The UK lacks a moral purpose, unsure of what the state is meant to do for its citizens and what the nation’s role is globally. Sturgeon cannot be accused of lacking purpose. The charge that she will be a chaotic force in Westminster does not have the ring of truth. Over eight years in office in Edinburgh she and her party have simply been interested in making things work. Far from being obsessed with the constitution they were devoted to the idea of competent government. Nor is it credible to suggest that new MPs will run riot. The evidence suggests they will do what they are told – the SNP has had an outright majority in Holyrood for four years and passed nothing of significance nor witnessed any maverick thinking. To the idea that the progressive surge and Nicola’s victory all amount to a second referendum seems the worst misreading of all. More likely is that she ditches a second referendum in the foreseeable future, and for that matter full fiscal autonomy. The fascinating story of this election is how the SNP is ‘Britishing’ itself, gently playing down the big constitutional stuff in favour of real power over the austerity agenda.

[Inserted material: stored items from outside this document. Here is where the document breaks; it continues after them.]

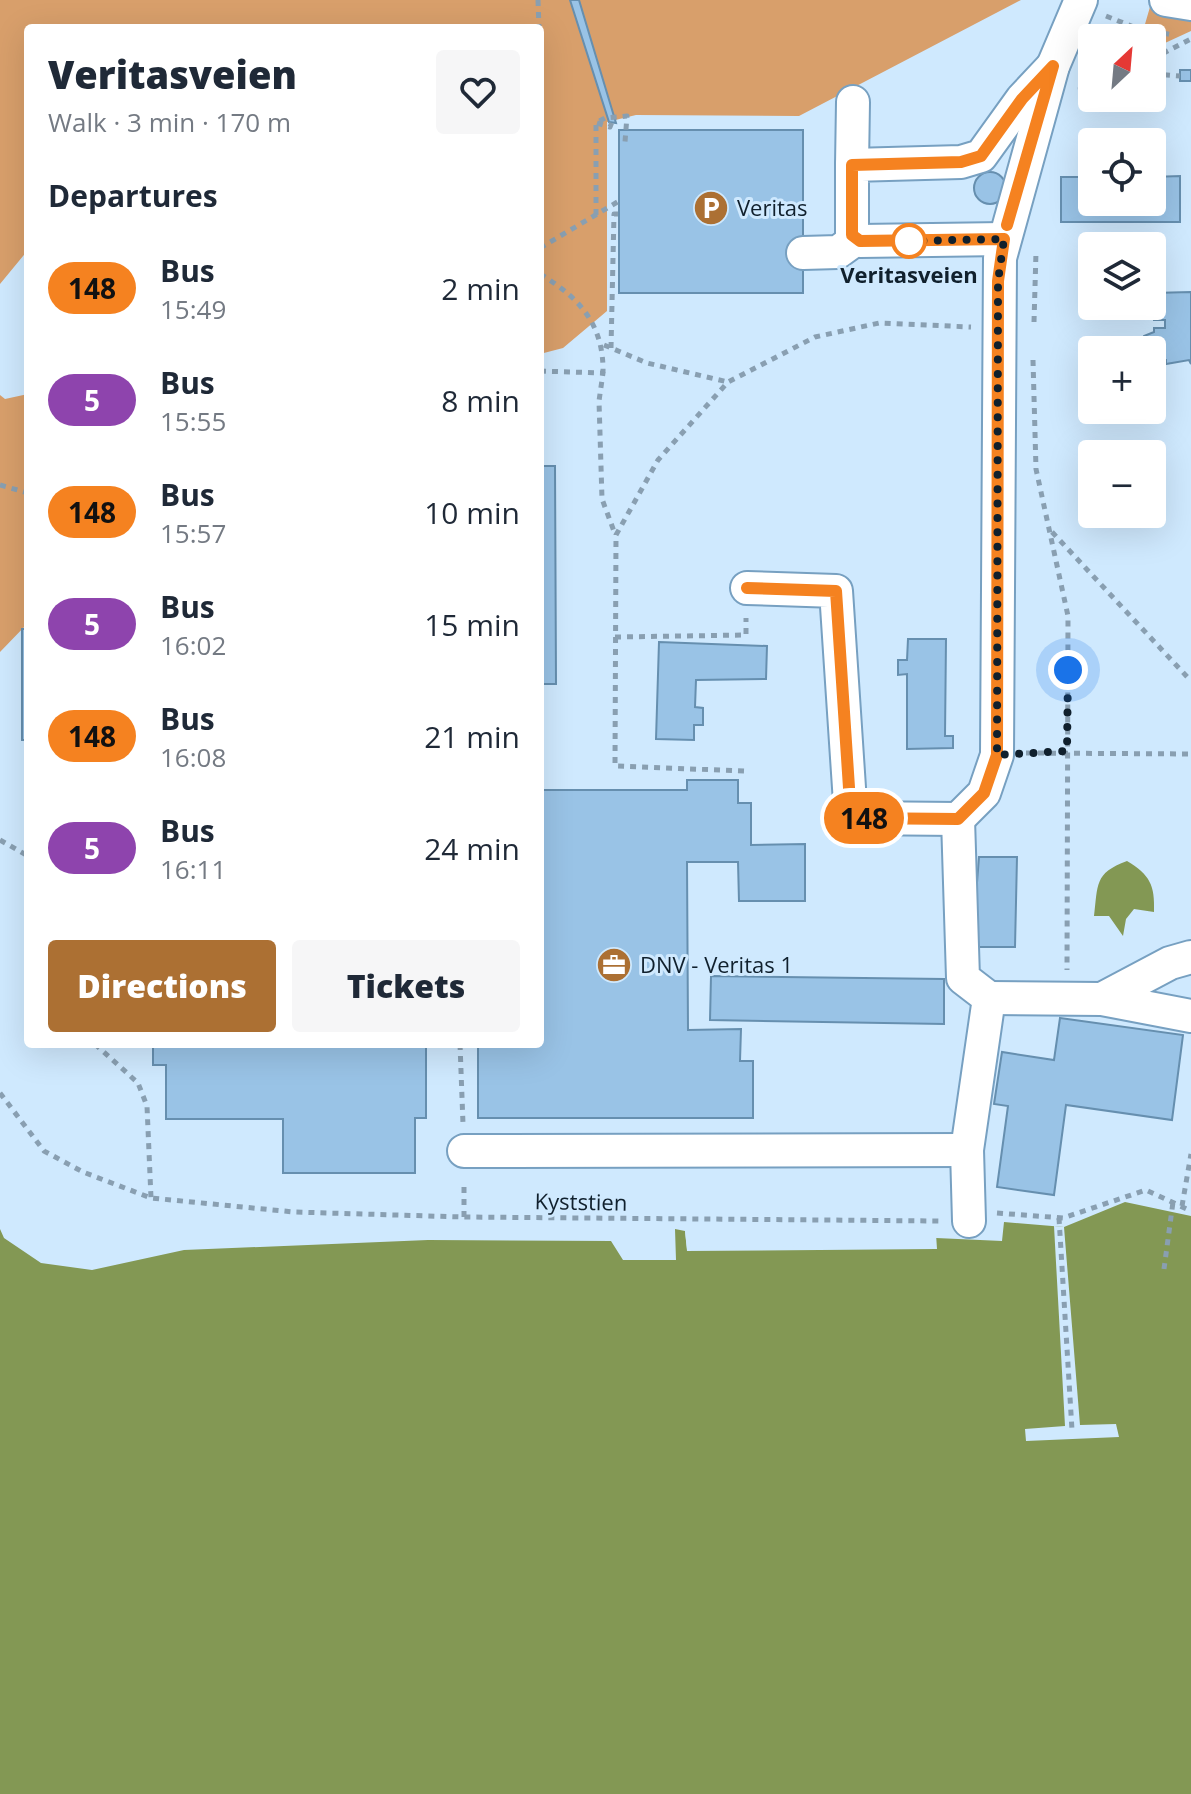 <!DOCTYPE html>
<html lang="en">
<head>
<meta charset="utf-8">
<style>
	body { margin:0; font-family:"Open Sans",sans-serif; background:#f6f6f7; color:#1f2937; height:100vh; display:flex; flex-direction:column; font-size:30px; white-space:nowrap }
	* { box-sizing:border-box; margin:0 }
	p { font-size:26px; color:#747a83 }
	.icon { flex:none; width:44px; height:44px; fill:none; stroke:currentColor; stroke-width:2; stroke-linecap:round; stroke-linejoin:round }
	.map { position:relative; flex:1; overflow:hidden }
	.sheet { position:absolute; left:24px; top:24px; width:520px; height:1024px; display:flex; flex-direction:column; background:#fff; border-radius:8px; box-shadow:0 8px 32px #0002 }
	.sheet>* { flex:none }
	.badge { padding:0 16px; border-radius:26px; font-size:28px; line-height:52px }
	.needle { width:52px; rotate:26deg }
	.tools { position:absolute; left:1078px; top:24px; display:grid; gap:16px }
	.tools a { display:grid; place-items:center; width:88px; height:88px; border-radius:8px; background:#fff; box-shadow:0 8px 32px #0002; font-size:40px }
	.you { position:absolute; width:40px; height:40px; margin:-20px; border:6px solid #fff; border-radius:50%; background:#1a73e8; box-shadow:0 0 0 12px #1a73e833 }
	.map>.badge { position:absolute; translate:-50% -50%; box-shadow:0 0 0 4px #fff }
	h2 { padding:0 24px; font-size:30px; line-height:72px }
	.round { display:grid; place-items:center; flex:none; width:84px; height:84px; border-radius:8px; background:#f6f6f7 }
	.overview { display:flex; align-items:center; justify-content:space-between; height:136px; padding:0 24px }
	h1 { font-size:38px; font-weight:800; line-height:60px }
	.action { display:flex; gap:16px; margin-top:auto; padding:16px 24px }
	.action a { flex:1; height:92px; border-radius:8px; background:#ac7033; color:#fff; font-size:32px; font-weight:800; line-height:92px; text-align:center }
	.action a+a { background:#f6f6f7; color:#1f2937 }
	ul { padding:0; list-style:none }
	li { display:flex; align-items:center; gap:24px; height:112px; padding:0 24px }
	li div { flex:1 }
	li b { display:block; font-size:30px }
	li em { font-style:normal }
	li .badge { min-width:88px; font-weight:700; text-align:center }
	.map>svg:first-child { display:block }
	.forest { fill:#d89f6b }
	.water { fill:#839854 }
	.pier { fill:#cfe9fe }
	.building { fill:#99c3e6; stroke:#668faf; stroke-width:2 }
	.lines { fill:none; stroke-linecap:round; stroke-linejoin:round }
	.minor-casing { stroke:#77a0c1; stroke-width:36 }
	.path { stroke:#899fb1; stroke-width:5; stroke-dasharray:6 6; stroke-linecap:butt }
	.minor { stroke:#fff; stroke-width:32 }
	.line-casing { stroke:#fff; stroke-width:18 }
	.line { stroke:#f58220; stroke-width:12 }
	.walk { stroke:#10202d; stroke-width:8; stroke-dasharray:0 14.4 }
	.stop-dot { fill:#fff; stroke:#f58220; stroke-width:4 }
	.labels { text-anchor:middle; stroke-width:6; stroke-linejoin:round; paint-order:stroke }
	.poi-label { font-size:22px; fill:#10202d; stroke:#cfe9fe; text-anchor:start }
	.stop-label { font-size:22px; font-weight:bold; fill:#10202d; stroke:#cfe9fe }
	.street-label { font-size:22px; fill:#10202d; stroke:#cfe9fe }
</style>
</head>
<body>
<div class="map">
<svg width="1191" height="1794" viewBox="0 0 1191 1794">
	<rect width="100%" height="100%" fill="#cfe9fe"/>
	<g class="forest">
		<path d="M0,0H1021L799,116L636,115L607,122V311L563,348L540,354V28H28V250L0,284Z"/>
		<path d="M1152,0H1191V31L1152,49V38H1141Z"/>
		<path d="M28,394V623L0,652V395L5,399Z"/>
	</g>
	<g class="water">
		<path d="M1127,861C1150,875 1155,885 1154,912L1134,909L1126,919L1123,936L1109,916H1094C1098,885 1094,873 1127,861Z"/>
		<path d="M1125,1202L1191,1216V1794H0V1229L4,1238L41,1263L92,1270L184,1250L428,1240L611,1241L623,1260H676L675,1229L685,1231L687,1251L936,1249V1238L1002,1241L1004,1222L1064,1227Z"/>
	</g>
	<g class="pier">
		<path d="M1054,1226L1064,1227L1080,1425L1116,1424L1119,1437L1026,1441L1025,1429L1065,1426Z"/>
		<path d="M685,1231H689L691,1247L932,1245L936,1234L937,1249H687Z"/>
	</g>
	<g class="building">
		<path d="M570,0H579L616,123L609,122Z"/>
		<rect x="1180" y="70" width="11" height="11"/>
		<rect x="619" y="130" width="184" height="163"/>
		<circle cx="990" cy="188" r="16"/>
		<path d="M1180,176V222H1061V177H1092V202H1152V177Z"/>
		<path d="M1191,292V364L1189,360L1166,364V360H1154L1152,350H1143L1141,345L1144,336L1154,332V328H1165V320H1154L1153,293Z"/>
		<path d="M540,411H543V466H555L556,684H540Z"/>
		<rect x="22" y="629" width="6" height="111"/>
		<path d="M908,639H946L945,736H953V748L907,749V674L898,675V660H907Z"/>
		<path d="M659,642L767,646L766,679L696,680L695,707L703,708V725H694V740L656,739Z"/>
		<path d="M687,780H738V803H751V845L805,844V901H739L738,862H687L688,1030L741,1029L740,1061H753V1118H478V1044H540V790H687Z"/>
		<path d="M979,857H1017L1015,947H972Z"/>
		<path d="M711,976L944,979V1024L710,1020Z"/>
		<path d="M1060,1018L1183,1035L1172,1120L1066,1105L1054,1195L997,1187L1008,1106L994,1104L1002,1052L1054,1060Z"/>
		<path d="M153,1044H426V1118H415V1173H283V1119H166V1065H153Z"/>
	</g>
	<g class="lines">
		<g class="minor-casing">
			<g id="minor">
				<path d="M1166,0L1191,4"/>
				<path d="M852,165L853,102"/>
				<path d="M1004,239L860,241L852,235V165L961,162L981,156L1022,99L1053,66"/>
				<path d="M803,253L838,252L856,239"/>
				<path d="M747,588L836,591L851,818L958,819L984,793L997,755L1000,258L1053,66L1081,0"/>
				<path d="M958,819L963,978L989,998L967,1150L969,1221"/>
				<path d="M989,998L1102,999L1191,1016"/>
				<path d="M1102,999L1170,963L1191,957"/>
				<path d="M464,1151L967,1150"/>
			</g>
		</g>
		<g class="path">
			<path d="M538,0L539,28"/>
			<path d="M1106,16L1136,28L1173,35"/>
			<path d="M1152,59L1191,39"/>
			<path d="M1152,74L1180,76"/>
			<path d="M540,85V139"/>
			<path d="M1078,90L1092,88"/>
			<path d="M597,123L610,127L612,122"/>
			<path d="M596,215V123L605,118L627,116L625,142"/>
			<path d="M540,248L619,201"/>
			<path d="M540,274C580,298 604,325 603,373"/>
			<path d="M1034,322L1036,252"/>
			<path d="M604,345L647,363L728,382"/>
			<path d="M611,348L614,214H619"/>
			<path d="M1033,360L1036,469L1068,616L1067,970"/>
			<path d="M540,371L603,373L599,401L602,499L615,534"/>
			<path d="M0,485L28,493"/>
			<path d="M1052,532L1191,681"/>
			<path d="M615,637L746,635V618"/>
			<path d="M1026,753L1191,754"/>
			<path d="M744,771L615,766L616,535L658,460L728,382L815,337L879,323L971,327"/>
			<path d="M0,840L28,856"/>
			<path d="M95,1044L138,1083L147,1106L151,1198"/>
			<path d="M460,1044L463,1124"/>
			<path d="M0,1093L44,1151L83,1172L151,1198L294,1212L464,1217L941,1221"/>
			<path d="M1182,1206L1191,1154"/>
			<path d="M997,1213L1063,1218L1146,1190L1191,1211"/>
			<path d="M464,1217V1182"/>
			<path d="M1059,1218L1072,1430"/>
			<path d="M1164,1269L1173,1202"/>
		</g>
		<use href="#minor" class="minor"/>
	</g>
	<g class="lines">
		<g class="line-casing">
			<path id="line" d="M747,588L836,591L851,818L958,819L984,793L997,755L998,281L1004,239L860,241L852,235V165L961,162L981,156L1022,99L1053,66L1007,225"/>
		</g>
		<use href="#line" class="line"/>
		<path class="walk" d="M909,241L1004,239L998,281L997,755L1067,751L1068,670"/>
	</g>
	<defs>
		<g id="parking-disc" transform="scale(1.8)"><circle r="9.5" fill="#ac7033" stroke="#cfe9fe"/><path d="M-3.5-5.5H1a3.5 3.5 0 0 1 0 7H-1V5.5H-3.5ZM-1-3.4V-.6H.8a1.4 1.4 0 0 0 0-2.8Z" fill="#fff"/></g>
		<g id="office-disc" transform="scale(1.8)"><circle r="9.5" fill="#ac7033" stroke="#cfe9fe"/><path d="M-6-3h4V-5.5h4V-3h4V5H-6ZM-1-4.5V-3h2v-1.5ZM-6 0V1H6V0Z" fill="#fff"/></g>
	</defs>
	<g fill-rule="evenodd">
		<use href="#parking-disc" x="711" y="208"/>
		<use href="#office-disc" x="614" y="965"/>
	</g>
	<circle class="stop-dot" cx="909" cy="241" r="16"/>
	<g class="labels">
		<g class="poi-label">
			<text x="737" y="216">Veritas</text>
			<text x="640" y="973">DNV - Veritas 1</text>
		</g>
		<g class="stop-label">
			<text x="909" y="283">Veritasveien</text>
		</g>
		<g class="street-label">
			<text transform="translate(581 1202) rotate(1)" y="8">Kyststien</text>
		</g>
	</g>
</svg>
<div class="tools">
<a><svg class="needle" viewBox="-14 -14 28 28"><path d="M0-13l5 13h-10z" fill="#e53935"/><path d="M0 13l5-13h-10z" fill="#747a83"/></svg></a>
<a><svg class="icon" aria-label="locate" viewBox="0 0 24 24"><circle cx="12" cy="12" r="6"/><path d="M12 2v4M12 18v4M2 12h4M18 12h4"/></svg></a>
<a><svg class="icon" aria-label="layers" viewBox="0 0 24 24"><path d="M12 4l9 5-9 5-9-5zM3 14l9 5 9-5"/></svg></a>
<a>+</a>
<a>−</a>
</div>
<div class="you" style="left:1068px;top:670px"></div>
<b class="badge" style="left:864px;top:818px;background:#f58220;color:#111">148</b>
<section class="sheet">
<div class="overview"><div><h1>Veritasveien</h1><p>Walk · 3 min · 170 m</p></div><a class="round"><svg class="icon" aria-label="heart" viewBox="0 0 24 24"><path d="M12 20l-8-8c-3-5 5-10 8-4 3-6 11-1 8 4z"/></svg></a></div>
<h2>Departures</h2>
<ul>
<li><span class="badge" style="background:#f58220;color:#111">148</span><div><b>Bus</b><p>15:49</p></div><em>2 min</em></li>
<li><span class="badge" style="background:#8e44ad;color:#fff">5</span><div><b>Bus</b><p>15:55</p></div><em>8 min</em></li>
<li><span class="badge" style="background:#f58220;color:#111">148</span><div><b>Bus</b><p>15:57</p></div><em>10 min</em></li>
<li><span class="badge" style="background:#8e44ad;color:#fff">5</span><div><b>Bus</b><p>16:02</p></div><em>15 min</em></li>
<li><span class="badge" style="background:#f58220;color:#111">148</span><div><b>Bus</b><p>16:08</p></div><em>21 min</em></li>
<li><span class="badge" style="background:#8e44ad;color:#fff">5</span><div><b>Bus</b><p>16:11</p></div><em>24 min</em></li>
</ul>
<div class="action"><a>Directions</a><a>Tickets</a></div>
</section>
</div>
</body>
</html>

No doubt there are people in the party who see everything in terms of independence, but that’s not Nicola. There is a problem with this ‘progressive’ surge, namely the SNP is not a progressive party. Some see constitutional change as either a path to a small state or a means of conserving a late 20th view of society and economics. Both are profoundly conservative ideas. Thus Nicola’s biggest challenge is to revise the policy book while keeping the party united – not an easy task, but again she seems the woman for the job. Her second task is to find a solution to the financial hole in her plans. That may prove trickier. If, after an undecisive election result, your money is on the SNP refusing to play coalition games unless there is another referendum or at least full fiscal autonomy, then think again. Go back and read the 2012 speech – the strategy is to be kind, just and constructive. I’d say its working so far.